The book is The Faithful Parent: A Biblical Guide to Raising a Family by Martha Peace and Stuart Scott. For a good review of the book by The Gospel Coalition, click here.

Uncomfortably Jarred

Knowing the truth and doing what God desires are not always the same thing. After years of struggling with personal angst regarding some family issues with a child, Peace and Scott's writing revealed something I have been holding within. Through the words of Ephesians 4:31-32, God revealed that I had allowed bitterness to solidify within my heart. 

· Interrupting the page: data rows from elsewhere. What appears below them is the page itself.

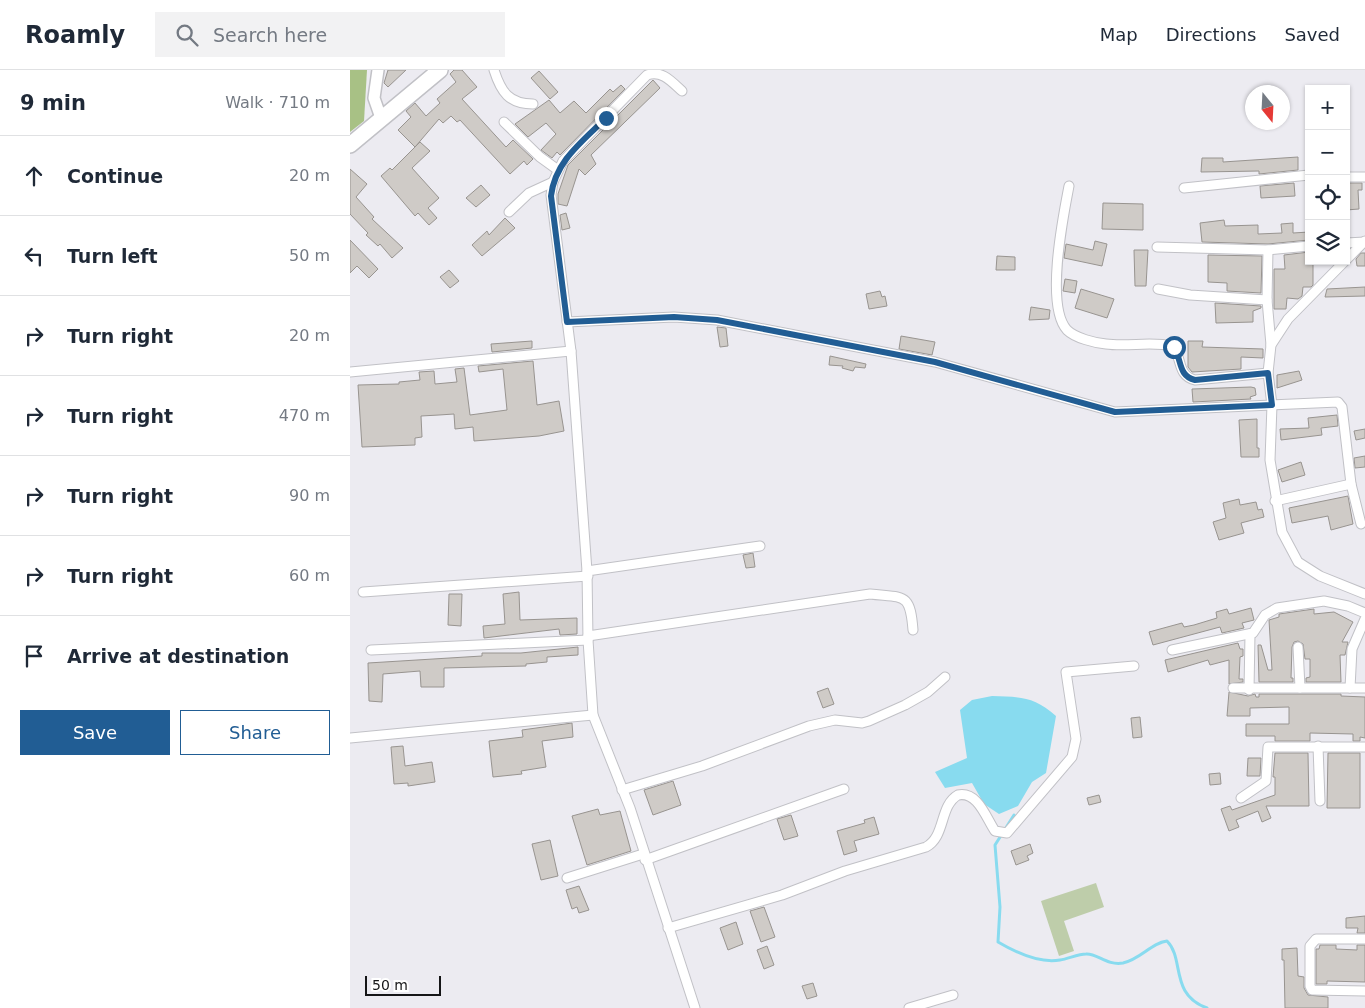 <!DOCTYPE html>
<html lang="en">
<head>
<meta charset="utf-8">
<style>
  :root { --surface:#fff; --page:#f2f2f3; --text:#1f2937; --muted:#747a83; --line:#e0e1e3; --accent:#215d94 }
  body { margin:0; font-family:"DejaVu Sans",sans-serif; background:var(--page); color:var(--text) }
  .controls { position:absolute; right:15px; top:15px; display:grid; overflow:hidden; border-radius:0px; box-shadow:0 1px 4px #0004 }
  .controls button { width:45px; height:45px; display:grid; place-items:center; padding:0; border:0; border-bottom:1px solid var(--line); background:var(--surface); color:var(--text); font:25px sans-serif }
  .compass { position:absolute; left:895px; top:15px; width:45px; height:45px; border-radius:50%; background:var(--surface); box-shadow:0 1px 4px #0004; rotate:162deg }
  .scale { position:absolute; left:15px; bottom:12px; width:76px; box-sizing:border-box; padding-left:5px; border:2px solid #151517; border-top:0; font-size:14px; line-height:18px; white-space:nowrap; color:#151517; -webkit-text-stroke:4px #fff; paint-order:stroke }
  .stop { position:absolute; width:15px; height:15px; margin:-11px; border:4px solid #215d94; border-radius:50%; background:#fff }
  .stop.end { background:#215d94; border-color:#fff; box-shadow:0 1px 5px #0008 }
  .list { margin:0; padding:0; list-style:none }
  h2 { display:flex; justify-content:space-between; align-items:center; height:65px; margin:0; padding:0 20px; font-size:21px }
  h2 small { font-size:16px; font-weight:400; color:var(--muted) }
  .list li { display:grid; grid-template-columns:32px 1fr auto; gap:15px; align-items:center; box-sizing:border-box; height:80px; padding:0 20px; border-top:1px solid var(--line) }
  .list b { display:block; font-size:19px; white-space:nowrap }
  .list em { font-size:16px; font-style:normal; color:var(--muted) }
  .actions { display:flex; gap:10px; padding:15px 20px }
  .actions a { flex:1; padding:11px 0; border:1px solid var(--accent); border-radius:0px; text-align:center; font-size:18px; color:var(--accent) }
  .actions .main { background:var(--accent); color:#fff }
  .icon { flex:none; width:28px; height:28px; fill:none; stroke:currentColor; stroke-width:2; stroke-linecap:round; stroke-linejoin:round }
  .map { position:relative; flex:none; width:1015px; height:938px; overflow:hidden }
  header { display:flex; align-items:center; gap:30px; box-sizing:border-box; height:70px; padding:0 25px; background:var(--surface); border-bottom:1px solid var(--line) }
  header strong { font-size:24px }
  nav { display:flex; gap:28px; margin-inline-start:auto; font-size:18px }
  .search { width:350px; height:45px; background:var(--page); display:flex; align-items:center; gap:12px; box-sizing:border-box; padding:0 18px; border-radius:0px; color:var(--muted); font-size:19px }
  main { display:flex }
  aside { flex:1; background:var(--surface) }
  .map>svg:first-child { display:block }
  .green { fill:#becdaa }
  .forest { fill:#a8c185 }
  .water { fill:#88dbef }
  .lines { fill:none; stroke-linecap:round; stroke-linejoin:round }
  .stream { stroke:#88dbef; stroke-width:3 }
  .building { fill:#cfcbc7; stroke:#989490 }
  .minor-casing { stroke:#c1c1c6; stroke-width:11 }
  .tertiary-casing { stroke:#c1c1c6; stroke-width:14 }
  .trunk-casing { stroke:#c1c1c6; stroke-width:18 }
  .minor { stroke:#fff; stroke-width:9 }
  .tertiary { stroke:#fff; stroke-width:11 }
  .trunk { stroke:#fff; stroke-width:15 }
  .route { stroke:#215d94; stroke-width:6 }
</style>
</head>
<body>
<header>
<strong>Roamly</strong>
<div class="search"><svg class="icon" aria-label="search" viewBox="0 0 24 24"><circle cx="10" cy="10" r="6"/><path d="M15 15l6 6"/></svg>Search here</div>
<nav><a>Map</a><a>Directions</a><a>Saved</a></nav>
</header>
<main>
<aside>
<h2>9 min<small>Walk · 710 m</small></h2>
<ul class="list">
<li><svg class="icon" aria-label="ahead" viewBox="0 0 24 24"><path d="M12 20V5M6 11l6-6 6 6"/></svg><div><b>Continue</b></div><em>20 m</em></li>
<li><svg class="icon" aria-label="left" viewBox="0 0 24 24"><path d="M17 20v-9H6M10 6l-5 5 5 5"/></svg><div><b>Turn left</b></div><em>50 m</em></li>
<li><svg class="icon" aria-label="right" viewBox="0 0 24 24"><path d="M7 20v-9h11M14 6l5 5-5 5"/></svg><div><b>Turn right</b></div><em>20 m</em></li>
<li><svg class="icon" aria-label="right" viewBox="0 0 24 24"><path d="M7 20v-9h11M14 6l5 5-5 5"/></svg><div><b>Turn right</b></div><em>470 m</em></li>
<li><svg class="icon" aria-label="right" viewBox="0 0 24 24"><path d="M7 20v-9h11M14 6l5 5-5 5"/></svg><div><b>Turn right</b></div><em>90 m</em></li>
<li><svg class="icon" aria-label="right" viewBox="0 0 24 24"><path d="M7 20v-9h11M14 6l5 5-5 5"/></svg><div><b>Turn right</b></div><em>60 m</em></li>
<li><svg class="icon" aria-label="arrive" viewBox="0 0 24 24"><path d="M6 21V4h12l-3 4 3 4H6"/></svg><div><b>Arrive at destination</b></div></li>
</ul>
<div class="actions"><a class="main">Save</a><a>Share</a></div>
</aside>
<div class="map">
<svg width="1015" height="938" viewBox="0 0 1015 938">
  <rect width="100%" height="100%" fill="#ecebf1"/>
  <polygon class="green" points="746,813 754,837 714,851 724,881 709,886 691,831"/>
  <polygon class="forest" points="0,0 17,0 14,51 0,62"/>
  <path class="water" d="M642,626C670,627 684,626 706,646L696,703L682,712L668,736L649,744L634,734L622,713L595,718L585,702L617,688L610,640L622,630Z"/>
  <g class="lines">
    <path class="stream" d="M664,745L645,775L650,837L648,872C665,882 689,894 710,890C718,889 728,884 736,884C747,883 757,896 773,893C791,889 801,873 817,871C835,889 819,924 857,938"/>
  </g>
  <g class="building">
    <polygon points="38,0 56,0 38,17 34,13"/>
    <polygon points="104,0 112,0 127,17 112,29 156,77 163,70 183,89 177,95 174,91 160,104 110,50 107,52 101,46 93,53 89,49 65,77 48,60 61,47 56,41 65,33 76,46 90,33 87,29 106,12 100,4"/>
    <polygon points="189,1 208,22 200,29 181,8"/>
    <polygon points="303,10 310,18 241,85 246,94 235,105 229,99 217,136 208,134 208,124 218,95"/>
    <polygon points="271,15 275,19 210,85 207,82 202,88 191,80 206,64 196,53 178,67 165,54 199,30 210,43 224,31 236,43 260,19 263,22"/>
    <polygon points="70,72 80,81 62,98 89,128 78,138 87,148 79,155 68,143 65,146 31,106 40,98 42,100"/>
    <polygon points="948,87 948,100 909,104 909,101 851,102 852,88 873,88 873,92"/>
    <polygon points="0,99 17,114 6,127 24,147 22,149 53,178 42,188 30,174 28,176 16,165 18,163 0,144"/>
    <polygon points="944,113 945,126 911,128 910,116"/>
    <polygon points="996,113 1012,113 1012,120 1008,120 1009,139 996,140"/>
    <polygon points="131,115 140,125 126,137 116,128"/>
    <polygon points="753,133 793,134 793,160 752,159"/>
    <polygon points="216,143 220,158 212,160 210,145"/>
    <polygon points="155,148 165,158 132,186 122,175 137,161 139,165"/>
    <polygon points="874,150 875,156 908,155 908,164 932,163 931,154 943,153 943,163 959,162 959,170 918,174 852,172 850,153"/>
    <polygon points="0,170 28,199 19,208 7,196 0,203"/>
    <polygon points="745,171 757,174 752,196 714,188 716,174 743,180"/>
    <polygon points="784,180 798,180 796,216 785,216"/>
    <polygon points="959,182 959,191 963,191 963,215 961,217 953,217 952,226 948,229 937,228 936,239 924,239 924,199 935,199 934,185"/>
    <polygon points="1011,183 1015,183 1015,196 1007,196 1006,189"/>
    <polygon points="858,185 912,186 911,223 877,221 877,213 858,212"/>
    <polygon points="647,186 665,187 665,200 646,200"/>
    <polygon points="99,200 109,211 100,218 90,207"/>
    <polygon points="715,209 727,211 725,223 713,221"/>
    <polygon points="1015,217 1015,226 975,227 977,219"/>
    <polygon points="731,219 764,229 757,248 725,238"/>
    <polygon points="530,221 532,227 535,226 537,236 519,239 516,224"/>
    <polygon points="865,233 911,236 911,238 903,241 903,252 866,253"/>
    <polygon points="681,237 700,240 699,249 679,250"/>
    <polygon points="367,257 376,258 378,276 370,277"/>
    <polygon points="551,266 585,272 582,285 549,279"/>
    <polygon points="182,271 182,278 142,282 141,274"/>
    <polygon points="838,271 853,271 852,277 913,279 913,288 891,287 891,299 842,302 838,297"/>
    <polygon points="480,286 516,294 515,298 505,297 503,301 492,298 493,296 479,295"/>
    <polygon points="183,291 187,335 209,331 214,361 189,366 124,371 123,357 105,359 104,344 89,345 71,346 72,367 65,368 65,375 12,377 8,315 49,314 49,312 70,310 69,302 84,301 85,314 107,312 105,299 114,298 120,345 157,340 153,299 129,302 128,296"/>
    <polygon points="949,301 952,310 927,318 927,305"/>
    <polygon points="901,317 905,318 906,325 900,327 901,329 843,332 842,319"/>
    <polygon points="987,345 988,356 971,358 972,365 931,370 930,359 959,358 958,348"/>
    <polygon points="907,349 907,378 909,378 909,387 891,387 889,350"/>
    <polygon points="1015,359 1015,368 1006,370 1004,361"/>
    <polygon points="1015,386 1015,397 1005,398 1004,388"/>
    <polygon points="951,392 955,405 932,412 928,400"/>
    <polygon points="998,426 1003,454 981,460 978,446 942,453 939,438"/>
    <polygon points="889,429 890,435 906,432 908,440 912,439 914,447 891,453 894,463 869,470 863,452 876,448 873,433"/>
    <polygon points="403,483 405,497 396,498 393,485"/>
    <polygon points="169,522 170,550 227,548 227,564 210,565 209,559 134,568 133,556 155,554 153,524"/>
    <polygon points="99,524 112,524 111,556 98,555"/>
    <polygon points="901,538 904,550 892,553 894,558 872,563 870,557 803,575 799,562 832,553 834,557 844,555 867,548 866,542 877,539 879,544"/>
    <polygon points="964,539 964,544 984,542 1003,552 992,572 998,572 995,585 990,585 991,612 956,612 956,608 960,607 960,589 955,589 953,574 948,571 944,572 942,577 941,608 943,608 943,612 909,612 908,575 911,575 918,600 922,600 919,550 929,547 929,544"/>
    <polygon points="888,573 890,579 893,579 893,586 890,587 889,609 893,609 893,612 879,614 879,590 860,595 858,590 818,602 815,590"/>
    <polygon points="228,577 228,585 197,587 197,592 176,594 176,596 94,598 94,617 71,617 70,601 33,604 32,632 19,631 18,593 132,586 132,583 171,583"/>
    <polygon points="478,618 484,634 473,638 467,622"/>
    <polygon points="879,622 898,626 905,624 906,627 909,627 909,624 991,624 991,626 1015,627 1015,668 1010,667 1010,671 1003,671 1003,664 960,663 960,671 925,671 925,666 896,666 896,654 939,654 939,637 900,638 900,646 877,646"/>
    <polygon points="790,647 792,667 783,668 781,648"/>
    <polygon points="222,653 223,667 192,671 196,697 171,701 172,704 143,707 139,671 173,667 172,660"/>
    <polygon points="53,676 55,696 82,692 85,712 58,716 58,713 44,714 41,677"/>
    <polygon points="925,683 958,683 959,736 916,736 921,748 912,752 908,741 886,750 889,757 879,761 871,739 880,736 882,740 925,725 925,707 923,707"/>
    <polygon points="978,683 1010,683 1010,738 977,738"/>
    <polygon points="898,688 911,688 910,706 897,706"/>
    <polygon points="870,703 871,714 860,715 859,704"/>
    <polygon points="323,711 331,735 303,745 294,720"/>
    <polygon points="749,725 751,732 739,735 737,728"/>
    <polygon points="248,739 250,745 270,741 281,781 237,795 222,746"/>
    <polygon points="441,745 448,766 434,770 427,749"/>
    <polygon points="524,747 529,764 504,771 507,781 494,785 487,761 515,753 514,750"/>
    <polygon points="200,770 208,806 191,810 182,774"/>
    <polygon points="680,774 683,783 677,786 679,790 666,795 661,781"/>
    <polygon points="229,816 239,840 229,843 227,837 222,839 216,820"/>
    <polygon points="414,837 425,867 411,872 400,841"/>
    <polygon points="1015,846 1015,863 1007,863 1008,858 996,858 996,848"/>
    <polygon points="386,852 393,874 378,880 370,858"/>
    <polygon points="970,875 986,875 986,879 1007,880 1007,875 1015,875 1015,912 977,911 977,914 966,914 966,879 969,879"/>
    <polygon points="417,876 424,895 414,899 407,880"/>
    <polygon points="947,878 948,906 954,907 954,918 958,925 978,927 978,938 935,938 934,890 932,890 932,879"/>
    <polygon points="463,913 467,926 457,929 452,916"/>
  </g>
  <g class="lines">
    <defs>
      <g id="minor">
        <path d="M144,0C151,22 159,34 183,34"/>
        <path d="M332,21C321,11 312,0 297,5L213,91L203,112L201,125L221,281L237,501L238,570L243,645L280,738L345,938"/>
        <polyline points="154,52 190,87 208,100"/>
        <polyline points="996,107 1015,107"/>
        <path d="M719,116C713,147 695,236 717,260C725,268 745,273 756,274C778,277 801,271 822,276C833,287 826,305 845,310L918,303"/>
        <polyline points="834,118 959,105"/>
        <polyline points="159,142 179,123 203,112"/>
        <polyline points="996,173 1015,172"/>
        <polyline points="807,177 918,180 959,176"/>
        <polyline points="918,180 917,230 921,275"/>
        <polyline points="996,190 1015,171"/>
        <polyline points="995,191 938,249 921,275 918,303 922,335 920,390 932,462 948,492 970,506 1015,524"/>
        <polyline points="808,219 840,225 917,230"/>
        <polyline points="217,252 324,247 367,250 585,292 765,342 988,332 992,337 1001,414 1011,454"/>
        <polyline points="0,302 221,281"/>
        <polyline points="925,431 1001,414"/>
        <polyline points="237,501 410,476"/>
        <polyline points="13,522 238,506"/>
        <path d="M238,566L520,524C554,528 560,522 563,560"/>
        <polyline points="948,577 950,618"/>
        <polyline points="21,580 238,570"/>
        <polyline points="822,580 903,563 915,545 927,538 974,531 998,536 1015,543"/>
        <polyline points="883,618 1015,618"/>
        <polyline points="1000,618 1002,579 1015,549"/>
        <polyline points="899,620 900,564"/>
        <polyline points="0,668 243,645"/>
        <polyline points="968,676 970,731"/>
        <polyline points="272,720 352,696 459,656 485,650 512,653 519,651 555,635 578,622 595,607"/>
        <polyline points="891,728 916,711 918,677 1015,677"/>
        <polyline points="295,790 494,719"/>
        <polyline points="217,808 293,784"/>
        <path d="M318,858L432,825L495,801L576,777C596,766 589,736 608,725C628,721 636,748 645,761L657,763L722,687L726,669L716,602L784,596"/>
        <polyline points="1015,869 966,869 960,876 960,916 962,920 1015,921"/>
        <polyline points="559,938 603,925"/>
      </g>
      <polyline id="tertiary" points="28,0 24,28 31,48"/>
      <polyline id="trunk" points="0,75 90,0"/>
    </defs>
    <use href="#minor" class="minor-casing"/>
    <use href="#tertiary" class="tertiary-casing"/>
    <use href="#trunk" class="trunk-casing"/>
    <use href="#minor" class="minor"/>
    <use href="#tertiary" class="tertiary"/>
    <use href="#trunk" class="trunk"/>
  </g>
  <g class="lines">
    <path class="route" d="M256,48C233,71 205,91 201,126L217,252L324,247L367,250L585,292L765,342L922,335L918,303L845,310C828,306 832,290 824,277"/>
  </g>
</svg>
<div class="controls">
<button>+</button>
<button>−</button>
<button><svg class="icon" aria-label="locate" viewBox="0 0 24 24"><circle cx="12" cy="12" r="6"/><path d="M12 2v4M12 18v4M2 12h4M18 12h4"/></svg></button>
<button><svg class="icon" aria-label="layers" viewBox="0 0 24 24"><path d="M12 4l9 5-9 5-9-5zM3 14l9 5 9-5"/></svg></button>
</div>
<svg class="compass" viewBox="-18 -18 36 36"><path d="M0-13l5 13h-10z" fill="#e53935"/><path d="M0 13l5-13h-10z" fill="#747a83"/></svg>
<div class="scale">50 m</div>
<div class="stop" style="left:824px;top:277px"></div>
<div class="stop end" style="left:256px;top:48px"></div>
</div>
</main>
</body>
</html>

The section I was reading is titled "When Things Don't Go As Planned" and is focused on Christian parents who raise rebellious, unsaved, unrepentant children and wonder "How did this happen?" I share Peace and Scott's words on this here (from pages 180-181):

Instead of being angry and bitter, we are to trust and be kind, compassionate, and forgiving. We are to go the extra mile (Matt. 5:41), return good for evil (Rom. 12:21), and pray for those who persecute us (Matt. 5:44). If we do not obey these commands we may find ourselves doing ridiculous things such as sharing the gospel in anger or using anger to try to change the heart.

For the anger of man does not produce the righteousness that God requires. (James 1:20)

Bitterness can be hard to see in ourselves because we're so busy rehearsing why we didn't deserve what has happened to us. Ask yourself these questions to help evaluate whether you're bitter.

  • Am I withdrawing my love and commitment to my child or God?
  • Am I shocked and appalled that my child would sin against me?
  • Do I wonder how God could do/allow this to happen to me?
  • Am I not willing (or finding it very difficult) to do good to my child or for God?
  • Do I feel I deserve to be treated better by God?
  • Do I find myself avoiding my child?
  • Do I secretly delight in his misfortune?
  • Do I see his sin as the "log" and mine as the "speck" before God?

Repent of any bitterness that you have! Make glorifying God your focus instead of dwelling on how you're being treated.

Boom!

Guilty.

Bitterness is a deadly thing. It's like a cancer that seeps in unknown, but infects all areas - especially attitude. Is this just about me? No. I know many parents who have faced the very same feelings. Somewhere in the midst of "log" and "speck" analysis, anger, hurt, frustration, and pain become all that is known. 

And the Enemy wins a small battle.

Nowhere in this section is sin minimized - the sin of the child (speck or log) or the sin of the parent (speck or log), but the strategy of the Enemy is clear. Bitterness leads to sin and ineffective Christian living. Sin hurts. It always does.

Our Perfect Father knows how this feels. Read Isaiah 1:2-4 for details. 

Peace and Scott remind us...

He knows what it is like to be rejected by those whom he has loved and cared for. He knows what it is like to see a loved one headed for disaster. He knows what it is to long for his children to return to their senses (Matt. 23:37). He knows what it is to have anguish over his own, although they may cause it. Rest assured, God the Father is able to sympathize with you and knows how to work with the wayward.

Trust him. Remember, grace is enough.